What lines in the listing include "Cottage"? Return a copy of each.
=== Begin Enclosure ===
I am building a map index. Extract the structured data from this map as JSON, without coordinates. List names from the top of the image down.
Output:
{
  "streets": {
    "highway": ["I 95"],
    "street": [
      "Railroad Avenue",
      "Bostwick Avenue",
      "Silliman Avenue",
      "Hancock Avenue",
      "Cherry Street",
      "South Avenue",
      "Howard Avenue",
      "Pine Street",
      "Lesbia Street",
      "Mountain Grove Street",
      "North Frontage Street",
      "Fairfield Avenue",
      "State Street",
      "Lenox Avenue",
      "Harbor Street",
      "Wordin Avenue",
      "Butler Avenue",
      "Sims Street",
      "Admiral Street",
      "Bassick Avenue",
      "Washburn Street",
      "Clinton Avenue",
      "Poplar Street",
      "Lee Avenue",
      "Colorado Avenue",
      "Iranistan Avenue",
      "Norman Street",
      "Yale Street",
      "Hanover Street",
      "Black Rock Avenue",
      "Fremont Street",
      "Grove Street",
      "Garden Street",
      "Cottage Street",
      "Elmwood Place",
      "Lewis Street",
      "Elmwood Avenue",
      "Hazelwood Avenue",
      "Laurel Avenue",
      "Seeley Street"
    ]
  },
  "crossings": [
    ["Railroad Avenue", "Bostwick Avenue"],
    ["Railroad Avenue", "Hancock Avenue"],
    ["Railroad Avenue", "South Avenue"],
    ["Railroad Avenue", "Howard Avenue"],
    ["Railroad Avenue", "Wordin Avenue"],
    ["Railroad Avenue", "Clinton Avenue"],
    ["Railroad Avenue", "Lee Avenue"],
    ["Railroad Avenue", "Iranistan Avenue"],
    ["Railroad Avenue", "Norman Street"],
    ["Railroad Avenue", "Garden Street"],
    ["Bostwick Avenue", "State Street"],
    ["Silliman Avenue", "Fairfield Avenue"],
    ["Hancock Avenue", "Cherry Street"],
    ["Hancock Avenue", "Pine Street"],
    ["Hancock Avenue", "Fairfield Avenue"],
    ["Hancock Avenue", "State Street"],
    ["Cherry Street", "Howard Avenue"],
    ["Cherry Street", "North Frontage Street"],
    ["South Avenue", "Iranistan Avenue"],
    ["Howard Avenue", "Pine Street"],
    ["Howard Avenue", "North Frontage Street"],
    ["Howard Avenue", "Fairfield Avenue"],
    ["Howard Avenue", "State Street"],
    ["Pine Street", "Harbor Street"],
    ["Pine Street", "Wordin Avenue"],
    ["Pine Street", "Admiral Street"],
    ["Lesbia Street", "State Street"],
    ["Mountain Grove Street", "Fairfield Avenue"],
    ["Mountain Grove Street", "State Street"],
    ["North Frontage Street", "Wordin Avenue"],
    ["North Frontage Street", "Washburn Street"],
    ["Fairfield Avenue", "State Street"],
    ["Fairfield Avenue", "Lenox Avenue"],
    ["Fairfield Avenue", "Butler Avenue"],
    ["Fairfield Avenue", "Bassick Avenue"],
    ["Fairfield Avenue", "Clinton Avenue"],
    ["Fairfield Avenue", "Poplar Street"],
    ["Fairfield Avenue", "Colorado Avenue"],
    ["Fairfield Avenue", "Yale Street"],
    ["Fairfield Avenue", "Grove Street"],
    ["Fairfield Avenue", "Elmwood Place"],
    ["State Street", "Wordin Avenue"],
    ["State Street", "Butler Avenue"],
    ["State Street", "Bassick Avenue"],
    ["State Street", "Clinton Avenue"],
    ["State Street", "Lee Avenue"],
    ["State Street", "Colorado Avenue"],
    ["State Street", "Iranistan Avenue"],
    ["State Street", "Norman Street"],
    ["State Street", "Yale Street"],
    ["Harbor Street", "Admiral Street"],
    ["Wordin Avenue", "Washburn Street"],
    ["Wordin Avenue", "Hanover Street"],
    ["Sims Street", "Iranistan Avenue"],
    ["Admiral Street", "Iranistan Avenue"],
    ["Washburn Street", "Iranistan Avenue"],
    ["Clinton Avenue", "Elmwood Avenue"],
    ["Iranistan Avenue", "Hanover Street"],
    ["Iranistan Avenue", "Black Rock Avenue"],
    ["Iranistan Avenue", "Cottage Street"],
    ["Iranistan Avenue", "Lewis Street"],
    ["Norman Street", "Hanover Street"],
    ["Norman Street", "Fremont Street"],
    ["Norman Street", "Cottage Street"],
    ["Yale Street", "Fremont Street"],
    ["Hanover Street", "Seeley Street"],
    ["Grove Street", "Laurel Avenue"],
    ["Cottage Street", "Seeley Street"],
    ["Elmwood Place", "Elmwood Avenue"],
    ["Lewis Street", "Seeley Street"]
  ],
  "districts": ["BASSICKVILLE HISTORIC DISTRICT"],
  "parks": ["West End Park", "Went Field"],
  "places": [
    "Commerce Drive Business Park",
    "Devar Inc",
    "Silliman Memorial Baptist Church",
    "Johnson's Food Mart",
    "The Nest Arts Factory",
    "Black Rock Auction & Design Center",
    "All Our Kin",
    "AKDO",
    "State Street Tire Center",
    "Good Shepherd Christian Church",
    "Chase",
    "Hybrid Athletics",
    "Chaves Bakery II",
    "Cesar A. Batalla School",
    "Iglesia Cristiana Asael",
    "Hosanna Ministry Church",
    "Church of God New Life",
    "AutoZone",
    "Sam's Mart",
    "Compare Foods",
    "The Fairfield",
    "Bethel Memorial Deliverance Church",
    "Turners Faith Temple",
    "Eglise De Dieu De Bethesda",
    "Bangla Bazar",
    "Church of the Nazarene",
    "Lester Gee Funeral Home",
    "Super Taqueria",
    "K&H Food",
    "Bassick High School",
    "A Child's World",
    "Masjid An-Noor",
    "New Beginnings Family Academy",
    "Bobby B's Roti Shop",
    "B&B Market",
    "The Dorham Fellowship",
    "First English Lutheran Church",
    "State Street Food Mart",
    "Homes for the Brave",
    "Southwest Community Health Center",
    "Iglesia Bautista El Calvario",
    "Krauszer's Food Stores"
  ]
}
=== End Enclosure ===
* _Answer to the problem_:
      "Cottage Street",
    ["Iranistan Avenue", "Cottage Street"],
    ["Norman Street", "Cottage Street"],
    ["Cottage Street", "Seeley Street"],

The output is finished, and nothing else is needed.